2. Focus on response, not prediction; focus on odds, not win rates

Many opinions in the market suggest that Miniso has a complete set of IP exploration and operation mechanisms: including selecting world-renowned IPs, researching and investigating IPs for at least one year, providing reports for IPs based on comprehensive social media, private domain, and third-party research data, and formulating full lifecycle development and inventory management plans for each IP, etc.

Dolphin believes that while these are certainly important, for any company engaged in IP collaboration business, these can only be considered basic operations. The real core strength, in Dolphin's view, is Miniso's rapid response capability.

Miniso solicits opinions from fans through a series of social media accounts. For example, on Xiaohongshu, in a post asking "Which IP do you want Miniso to collaborate with?", Miniso quickly captured the high demand for collaboration with Chiikawa through the number of likes and promptly responded by collaborating with Chiikawa. From the initial topic fermentation to preparing pop-up stores, then to pilot promotion in core stores, and finally to large-scale distribution nationwide, the entire process took less than 3 months. In contrast, many peers generally take over six months from making similar decisions to launching products.

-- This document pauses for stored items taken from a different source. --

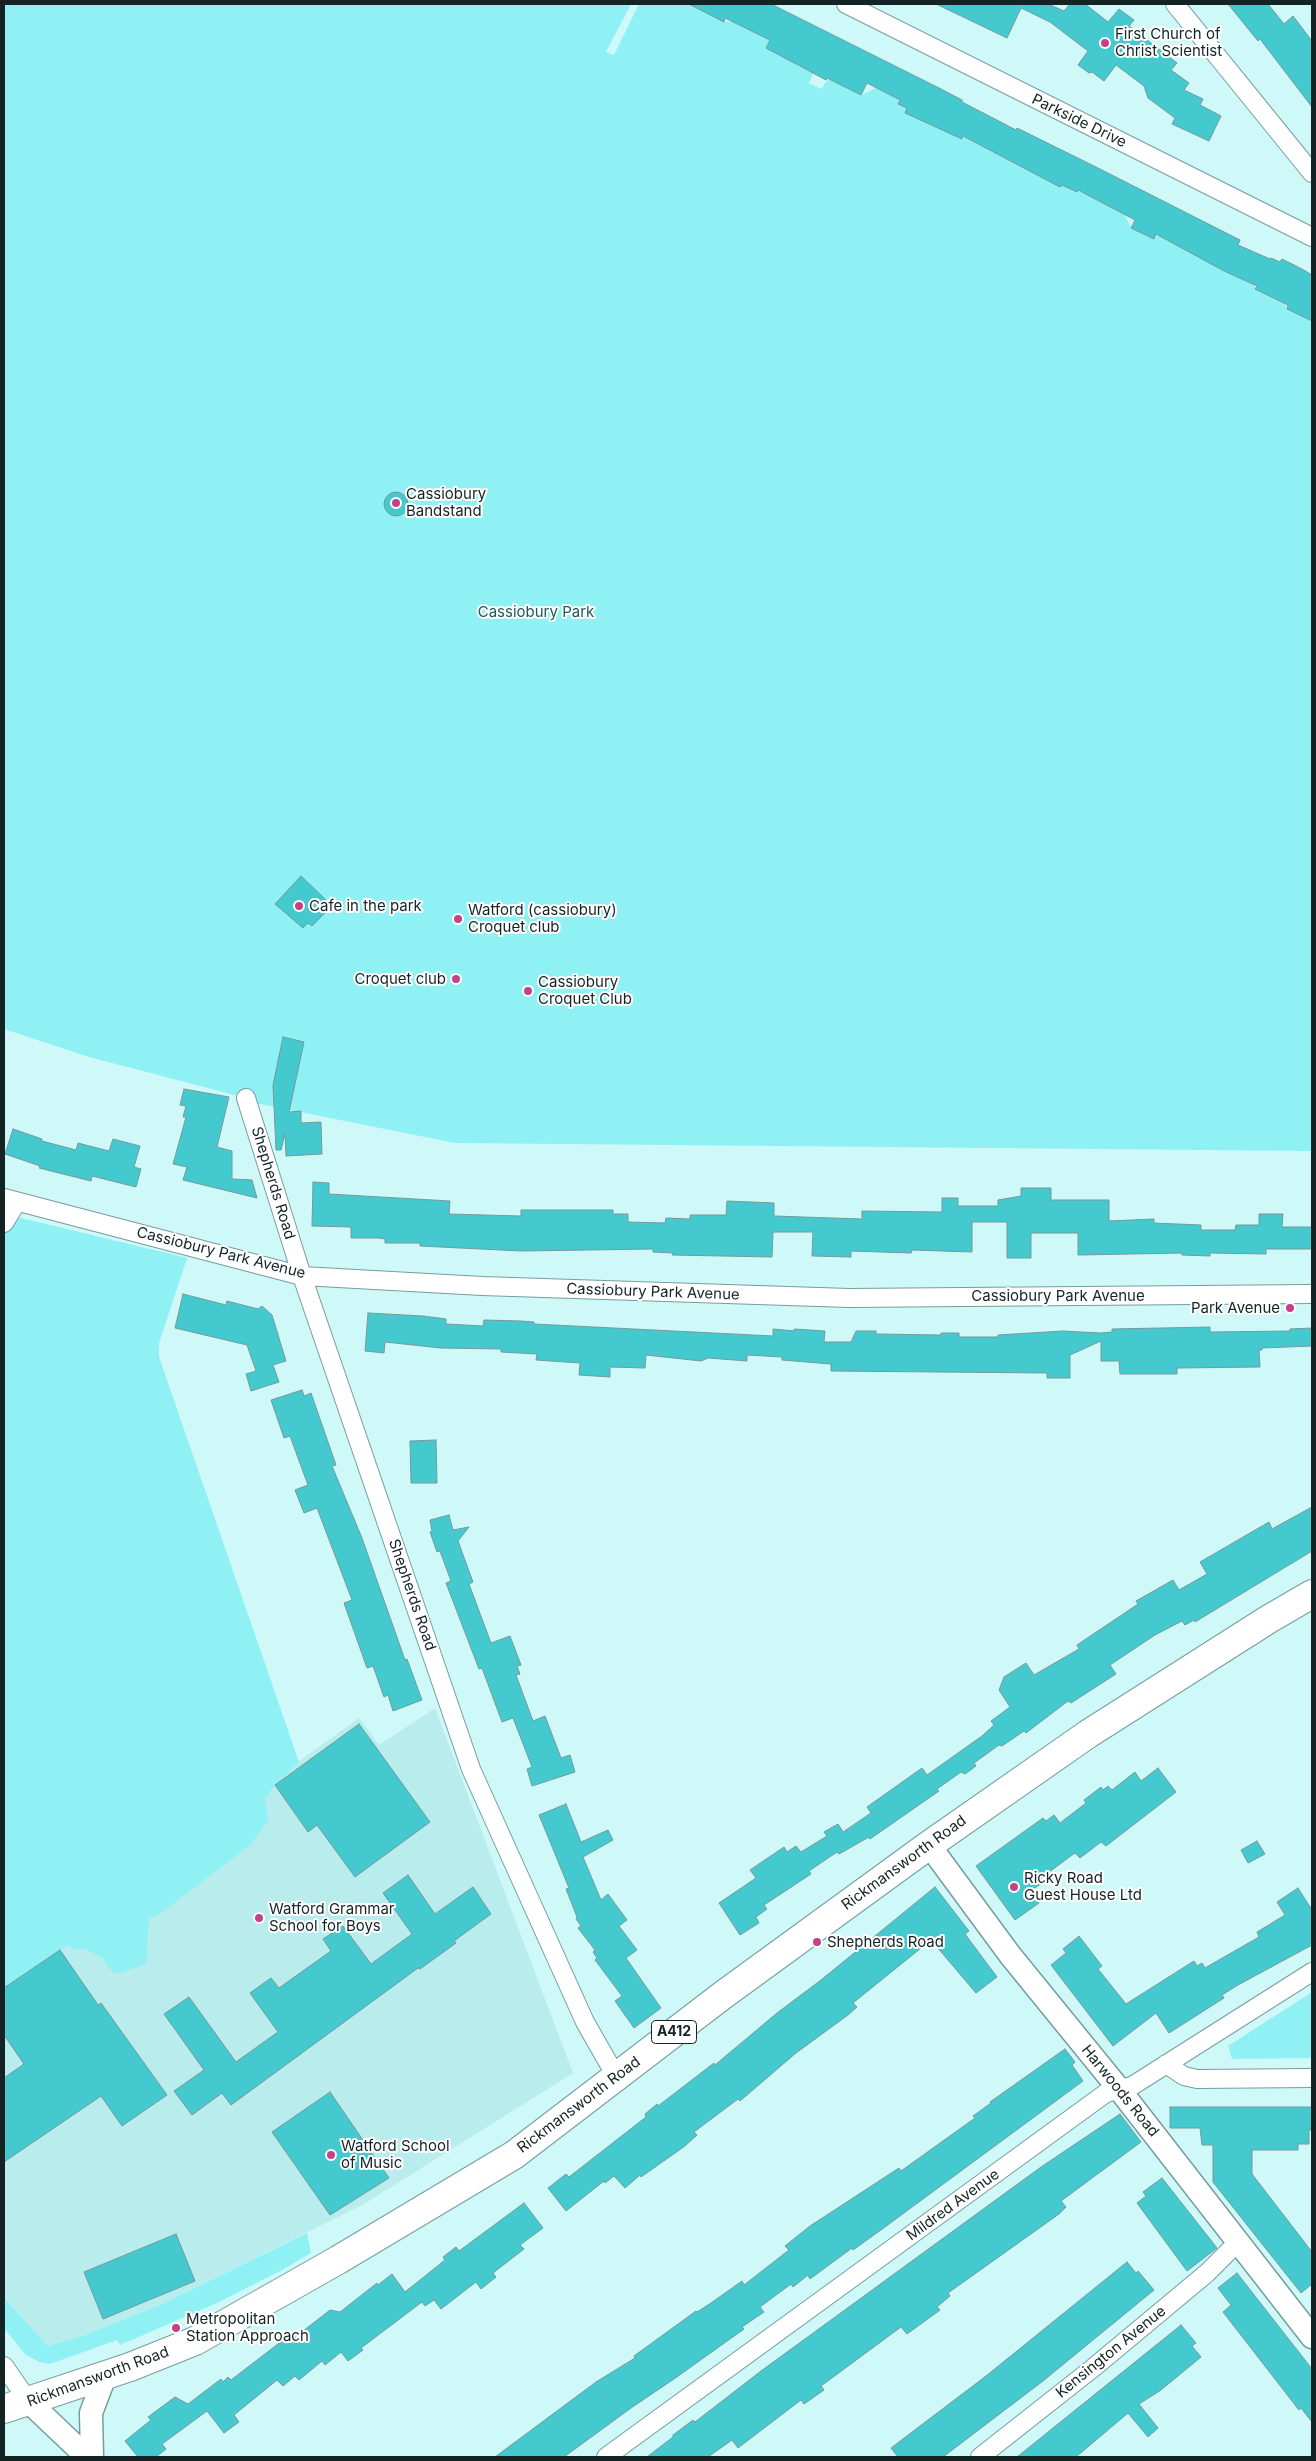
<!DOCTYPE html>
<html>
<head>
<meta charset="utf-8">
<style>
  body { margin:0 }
  #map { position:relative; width:1316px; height:2461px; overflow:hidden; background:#cff8f9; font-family:Inter,sans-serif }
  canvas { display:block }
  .frame { position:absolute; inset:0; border:5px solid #142425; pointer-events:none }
</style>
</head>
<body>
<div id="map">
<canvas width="1316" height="2461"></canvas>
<div class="frame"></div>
</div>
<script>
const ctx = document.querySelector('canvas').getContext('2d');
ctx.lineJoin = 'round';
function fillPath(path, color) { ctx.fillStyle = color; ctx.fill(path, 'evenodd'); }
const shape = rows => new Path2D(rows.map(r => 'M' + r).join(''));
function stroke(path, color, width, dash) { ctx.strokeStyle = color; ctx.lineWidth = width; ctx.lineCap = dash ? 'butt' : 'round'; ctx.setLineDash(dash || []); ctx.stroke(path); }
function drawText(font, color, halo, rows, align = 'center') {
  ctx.font = font + ' Inter,sans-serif'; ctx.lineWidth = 4; ctx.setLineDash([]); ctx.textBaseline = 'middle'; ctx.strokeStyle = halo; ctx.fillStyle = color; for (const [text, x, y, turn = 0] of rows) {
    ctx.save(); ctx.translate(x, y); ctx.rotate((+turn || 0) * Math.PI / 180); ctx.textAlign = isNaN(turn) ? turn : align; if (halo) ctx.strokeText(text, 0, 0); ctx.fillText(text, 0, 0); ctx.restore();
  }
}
fillPath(shape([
  [4,1226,170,1253,187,1258,159,1343,159,1357,298,1762,359,1718,379,1745,435,1708,573,2073,364,2204,160,2305,83,2336,48,2346,4,2298]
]), '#b9eced');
fillPath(shape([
  [4,4,631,4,606,52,614,55,639,4,693,4,723,22,740,21,773,35,766,48,780,56,794,59,796,65,813,74,809,83,821,89,833,73,838,83,861,95,876,88,898,99,898,104,907,108,905,113,962,139,965,137,1060,186,1062,185,1083,193,1125,215,1131,228,1154,239,1158,235,1224,271,1254,285,1255,289,1285,304,1287,309,1312,321,1312,1151,455,1143,255,1103,246,1098,89,1057,4,1029],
  [13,1216,187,1258,159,1343,159,1357,299,1762,275,1785,265,1798,268,1821,250,1845,164,1911,149,1919,146,1964,116,1974,109,1968,102,1957,84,1949,73,1949,68,1945,4,1988,4,1226],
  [1312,1992,1312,2058,1232,2059,1228,2046],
  [307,2233,311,2253,282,2270,217,2303,120,2345,117,2340,50,2364,39,2362,25,2354,4,2328,4,2298,48,2346,83,2336,160,2305]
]), '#8ff1f4');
const building = shape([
  [689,4,771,4,941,89,962,100,962,102,1016,130,1017,128,1096,167,1240,240,1238,245,1270,259,1271,258,1280,262,1282,259,1302,269,1312,275,1312,321,1287,309,1288,305,1255,289,1257,286,1224,271,1156,234,1154,239,1131,228,1135,220,1078,190,1077,192,1062,185,1060,187,963,136,962,139,905,113,907,108,898,104,900,100,867,83,861,95,827,78,826,80,766,48,770,40,725,18,724,22,689,4],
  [936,4,1048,4,1064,11,1070,4,1085,4,1108,22,1119,9,1134,20,1129,26,1177,63,1171,70,1189,83,1184,90,1203,99,1200,105,1221,116,1209,141,1172,124,1175,118,1148,98,1144,86,1116,65,1104,81,1092,72,1089,73,1078,65,1088,51,1050,22,1021,8,1007,38,936,4],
  [1228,4,1268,4,1284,24,1293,16,1312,41,1312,107,1260,39,1258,41,1228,4],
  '384 504a12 12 0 1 1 24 0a12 12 0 1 1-24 0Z',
  [301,876,326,900,319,908,325,913,312,926,308,923,303,928,275,904,301,876],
  [283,1037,304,1042,289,1112,301,1111,301,1123,321,1122,322,1154,286,1156,285,1134,281,1150,276,1150,273,1085,283,1037],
  [184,1089,229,1097,217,1147,232,1151,232,1179,252,1180,257,1198,183,1180,187,1167,173,1164,186,1117,183,1117,186,1106,180,1105,184,1089],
  [13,1129,42,1139,42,1141,76,1150,78,1143,109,1151,113,1139,140,1146,134,1167,141,1169,136,1187,92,1176,91,1181,39,1168,40,1166,5,1154,13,1129],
  [313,1182,329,1183,329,1194,450,1201,449,1214,521,1216,521,1210,613,1210,613,1214,628,1214,628,1222,665,1223,666,1218,690,1219,690,1215,726,1215,727,1201,774,1203,774,1216,862,1219,862,1211,942,1212,942,1198,958,1198,958,1206,998,1206,998,1200,1021,1196,1021,1188,1051,1188,1051,1200,1109,1200,1109,1221,1154,1219,1154,1223,1201,1225,1201,1230,1235,1230,1236,1225,1259,1225,1259,1214,1283,1214,1282,1227,1312,1227,1312,1249,1266,1249,1266,1254,1210,1253,1210,1256,1182,1255,1182,1253,1078,1255,1078,1233,1031,1233,1031,1258,1007,1258,1007,1222,972,1222,972,1252,912,1250,911,1253,851,1251,851,1257,812,1256,813,1232,773,1232,772,1257,672,1255,673,1253,653,1252,653,1249,521,1251,420,1246,420,1243,385,1243,385,1239,379,1238,351,1238,351,1227,312,1226,313,1182],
  [183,1294,226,1305,227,1301,258,1309,262,1306,272,1315,286,1361,273,1365,279,1382,251,1391,246,1374,256,1371,247,1345,175,1328,183,1294],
  [368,1313,423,1316,446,1319,446,1324,483,1326,484,1320,521,1321,534,1322,534,1324,773,1336,773,1329,794,1331,794,1329,825,1331,824,1342,851,1342,856,1331,876,1331,876,1334,941,1335,941,1333,959,1333,959,1337,998,1337,998,1335,1063,1331,1100,1333,1112,1332,1112,1329,1210,1327,1210,1332,1290,1331,1290,1329,1312,1328,1312,1346,1262,1348,1262,1350,1259,1350,1260,1367,1177,1368,1177,1374,1120,1374,1119,1361,1101,1361,1101,1341,1070,1355,1070,1378,1047,1378,1047,1373,831,1371,831,1364,782,1360,782,1357,747,1355,747,1361,708,1358,701,1361,646,1355,645,1368,610,1367,610,1377,579,1375,580,1363,536,1360,537,1354,501,1352,501,1349,441,1348,385,1342,384,1353,365,1351,368,1313],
  [302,1390,304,1396,311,1393,336,1465,332,1466,362,1538,405,1660,407,1659,422,1700,393,1711,388,1695,384,1697,373,1666,367,1668,344,1603,352,1600,317,1508,304,1513,295,1490,308,1485,290,1436,284,1438,271,1400,302,1390],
  [436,1440,437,1483,411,1483,410,1441,436,1440],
  [1312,1507,1312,1551,1195,1622,1194,1620,1185,1625,1182,1621,1155,1635,1110,1665,1116,1674,1071,1703,1068,1701,1026,1733,1024,1731,1002,1746,999,1745,974,1763,976,1766,965,1774,961,1772,937,1789,939,1791,870,1839,869,1837,839,1854,837,1852,809,1871,811,1874,764,1905,767,1909,756,1917,759,1923,740,1935,719,1903,756,1878,750,1870,784,1847,787,1852,796,1846,801,1852,827,1836,824,1832,838,1824,843,1832,871,1813,867,1807,922,1768,927,1775,982,1736,994,1725,991,1721,1010,1707,999,1690,1004,1677,1026,1663,1034,1675,1079,1649,1077,1645,1138,1604,1136,1601,1173,1580,1179,1590,1207,1574,1200,1562,1269,1522,1272,1529,1312,1507],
  [449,1515,453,1530,469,1527,458,1541,473,1582,469,1584,491,1643,510,1636,521,1665,517,1666,520,1674,516,1675,533,1721,545,1716,561,1758,570,1755,575,1772,532,1786,527,1769,532,1767,513,1718,502,1722,482,1668,479,1669,446,1583,451,1581,440,1551,437,1552,430,1532,432,1531,430,1520,449,1515],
  [359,1724,430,1822,355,1877,317,1825,308,1832,275,1785,359,1724],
  [1158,1768,1176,1792,1106,1846,1101,1842,1080,1858,1075,1853,1041,1878,1044,1882,1030,1891,1039,1903,1015,1920,976,1866,1043,1818,1046,1821,1054,1815,1060,1823,1086,1803,1084,1800,1101,1787,1103,1790,1108,1786,1112,1790,1135,1772,1141,1781,1158,1768],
  [566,1804,581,1842,608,1830,613,1840,583,1857,601,1900,608,1894,627,1920,619,1926,637,1950,626,1958,661,2008,634,2028,615,2001,622,1996,595,1960,597,1958,593,1952,595,1950,578,1928,581,1926,576,1919,577,1917,566,1889,569,1888,539,1815,566,1804],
  [1257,1841,1265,1854,1248,1863,1241,1850,1257,1841],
  [408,1875,435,1914,473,1887,491,1914,454,1941,456,1943,420,1969,418,1968,231,2105,222,2093,192,2115,174,2091,204,2070,164,2014,189,1997,236,2062,278,2032,250,1993,271,1978,279,1988,331,1951,323,1939,343,1926,371,1964,412,1934,383,1893,408,1875],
  [935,1887,969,1931,965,1934,997,1977,976,1993,931,1940,853,2003,857,2007,848,2015,796,2053,740,2101,738,2099,694,2132,697,2135,685,2146,641,2177,640,2175,625,2188,614,2176,605,2183,604,2181,566,2211,548,2188,566,2174,569,2177,646,2117,645,2114,657,2104,658,2106,714,2063,715,2065,777,2013,821,1980,935,1887],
  [1298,1888,1312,1910,1312,1945,1238,1985,1222,1995,1224,1998,1169,2033,1156,2013,1113,2046,1051,1965,1066,1953,1063,1949,1079,1936,1102,1966,1098,1969,1126,2004,1194,1961,1197,1966,1202,1963,1205,1968,1259,1937,1257,1932,1285,1915,1277,1902,1298,1888],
  [60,1950,98,2005,101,2003,167,2095,122,2126,101,2096,4,2162,4,2078,24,2064,4,2035,4,1988,60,1950],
  [1065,2049,1075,2062,1072,2065,1083,2081,885,2227,853,2250,852,2248,810,2279,808,2275,793,2287,791,2284,760,2307,764,2312,742,2327,744,2329,674,2379,631,2408,564,2457,495,2457,596,2382,635,2358,634,2356,696,2311,697,2312,711,2303,742,2281,744,2285,789,2250,785,2246,810,2226,899,2168,901,2171,975,2118,973,2116,991,2103,990,2102,1065,2049],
  [330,2092,389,2178,330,2215,272,2132,330,2092],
  [1170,2107,1312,2107,1312,2130,1309,2130,1309,2144,1298,2144,1298,2150,1252,2150,1252,2174,1312,2252,1312,2284,1301,2293,1213,2182,1213,2145,1202,2145,1200,2128,1170,2128,1170,2107],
  [1120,2114,1141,2142,1061,2201,1066,2207,1059,2214,948,2293,950,2296,937,2307,940,2310,907,2334,901,2327,821,2386,824,2390,804,2404,801,2400,738,2448,732,2440,708,2457,647,2457,673,2437,673,2435,693,2420,695,2422,761,2371,1041,2167,1120,2114],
  [1162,2178,1217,2248,1187,2271,1137,2203,1146,2196,1143,2192,1162,2178],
  [524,2203,543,2228,520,2245,524,2249,493,2273,496,2277,481,2289,476,2282,441,2309,434,2300,425,2306,422,2302,361,2348,363,2350,348,2361,341,2352,325,2365,322,2361,299,2380,295,2376,283,2386,277,2380,234,2415,239,2422,224,2433,207,2411,162,2444,166,2449,156,2457,138,2457,125,2441,151,2420,148,2417,175,2397,188,2404,221,2379,223,2382,228,2377,231,2380,291,2334,294,2338,330,2310,340,2312,377,2283,378,2285,392,2274,405,2292,445,2260,443,2257,456,2247,459,2251,524,2203],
  [176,2234,195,2281,103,2319,84,2272,176,2234],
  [1127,2262,1136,2273,1138,2271,1154,2290,1043,2381,943,2457,898,2457,891,2448,986,2376,1127,2262],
  [1237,2273,1312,2369,1312,2422,1301,2408,1299,2410,1223,2312,1231,2305,1218,2288,1237,2273],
  [1181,2325,1196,2343,1192,2346,1201,2357,1161,2390,1139,2404,1158,2428,1148,2437,1128,2413,1076,2457,1017,2457,1181,2325]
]);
fillPath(building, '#44c9ce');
stroke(building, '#749a9b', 1);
const minor = shape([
  [846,4,1312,237],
  [1175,4,1312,173],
  [246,1098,302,1276,471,1769,585,2022,609,2064,618,2075],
  [4,1198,302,1276,482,1286,849,1298,1312,1294],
  [4,1223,17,1202],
  [1166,2064,1184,2076,1197,2079,1312,2078],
  [4,2366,29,2402],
  [606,2457,1106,2093,1132,2086,1312,1972],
  [980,2457,1093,2368,1207,2273,1229,2251,1239,2243]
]);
const tertiary = shape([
  [929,1845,1010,1955,1119,2089,1312,2337],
  [29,2402,87,2457],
  [92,2457,91,2413,105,2376]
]);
const primary = shape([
  [4,2409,130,2367,195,2341,338,2260,514,2155,723,1995,929,1845,1088,1734,1269,1619,1312,1594]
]);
stroke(minor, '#769d9e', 20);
stroke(tertiary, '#769d9e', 25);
stroke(primary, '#769d9e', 30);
stroke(minor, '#fff', 18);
stroke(tertiary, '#fff', 22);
stroke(primary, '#fff', 28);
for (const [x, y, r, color] of [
  [1105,43,5,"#c2428c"],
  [396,503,5,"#c2428c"],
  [299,906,5,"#c2428c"],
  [458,919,5,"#c2428c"],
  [456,979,5,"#c2428c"],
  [528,991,5,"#c2428c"],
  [1290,1308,5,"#c2428c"],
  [1014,1887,5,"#c2428c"],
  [259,1918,5,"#c2428c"],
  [817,1942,5,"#c2428c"],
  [331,2155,5,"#c2428c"],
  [176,2328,5,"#c2428c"]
]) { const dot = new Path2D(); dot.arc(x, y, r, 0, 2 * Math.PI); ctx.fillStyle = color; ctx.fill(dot); stroke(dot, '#fff', 2); }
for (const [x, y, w] of [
  [674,2032,45]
]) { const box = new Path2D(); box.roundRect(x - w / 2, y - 11.5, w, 23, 4); ctx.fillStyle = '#fff'; ctx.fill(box); stroke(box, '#142425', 1); }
drawText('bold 14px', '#142425', null, [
  ["A412",674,2032]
]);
drawText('15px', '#142425', '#fff', [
  ["First Church of",1115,34],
  ["Christ Scientist",1115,51],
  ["Cassiobury",406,494],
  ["Bandstand",406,511],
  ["Cafe in the park",309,906],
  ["Watford (cassiobury)",468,910],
  ["Croquet club",468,927],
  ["Croquet club",446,979,"right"],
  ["Cassiobury",538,982],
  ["Croquet Club",538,999],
  ["Park Avenue",1280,1308,"right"],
  ["Ricky Road",1024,1878],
  ["Guest House Ltd",1024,1895],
  ["Watford Grammar",269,1909],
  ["School for Boys",269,1926],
  ["Shepherds Road",827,1942],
  ["Watford School",341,2146],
  ["of Music",341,2163],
  ["Metropolitan",186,2319],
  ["Station Approach",186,2336]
], 'left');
drawText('15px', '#142425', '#fff', [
  ["Parkside Drive",1079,121,26],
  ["Shepherds Road",273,1183,73],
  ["Cassiobury Park Avenue",221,1253,14],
  ["Cassiobury Park Avenue",653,1292,2],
  ["Cassiobury Park Avenue",1058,1296],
  ["Shepherds Road",412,1595,71],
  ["Rickmansworth Road",904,1863,-36],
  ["Harwoods Road",1120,2091,51],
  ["Rickmansworth Road",579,2105,-37],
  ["Mildred Avenue",953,2205,-36],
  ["Kensington Avenue",1111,2352,-39],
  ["Rickmansworth Road",98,2377,-20]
]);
drawText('15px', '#22595a', '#fff', [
  ["Cassiobury Park",536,612]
]);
</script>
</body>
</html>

Ultimately, the speed from capturing popular IPs to getting them on the shelves is still a competition of supply chain efficiency

Source: Xiaohongshu, organized by Dolphin Investment Research

Source: 2024 Performance Communication Conference, organized by Dolphin Investment Research

On the other hand, research shows that since Miniso launched its IP co-branded products on a large scale in 2019, the actual profitability rate is less than 5%. Most IPs either have too niche appeal or face significant cultural differences, resulting in mediocre sales. Ultimately, when calculated comprehensively, they are basically around the breakeven point or even at a loss. Therefore, the success rate of Miniso's IP co-branding is not high (which indirectly confirms the randomness of IP popularity). However, the remaining 5% of IP co-branding, once it "explodes in orders," can not only significantly compensate for Miniso's losses in other IP co-branding but, more importantly, gradually strengthen the consumer perception of Miniso as synonymous with IP co-branding. Thus, from an economic perspective, Miniso's IP co-branding is a business of "high odds and low success rates."

Finally, from what Dolphin has observed in consumer goods companies, "category equals brand" as the ultimate manifestation of brand power has always been the winning formula for many consumer goods companies to thrive (Coca-Cola & Pepsi in carbonated drinks, Adidas & Nike in sports shoes, Moutai in liquor). This is also why many new consumer companies are trying to explore niche markets and become definers. However, as a "lifestyle goods collection store," Miniso's essence is actually difficult to associate with any specific category. Therefore, to create the effect of "category equals brand," Miniso seems to need to change its brand image. Gradually establishing "IP co-branding = Miniso" in consumers' minds through IP co-branding also becomes very reasonable.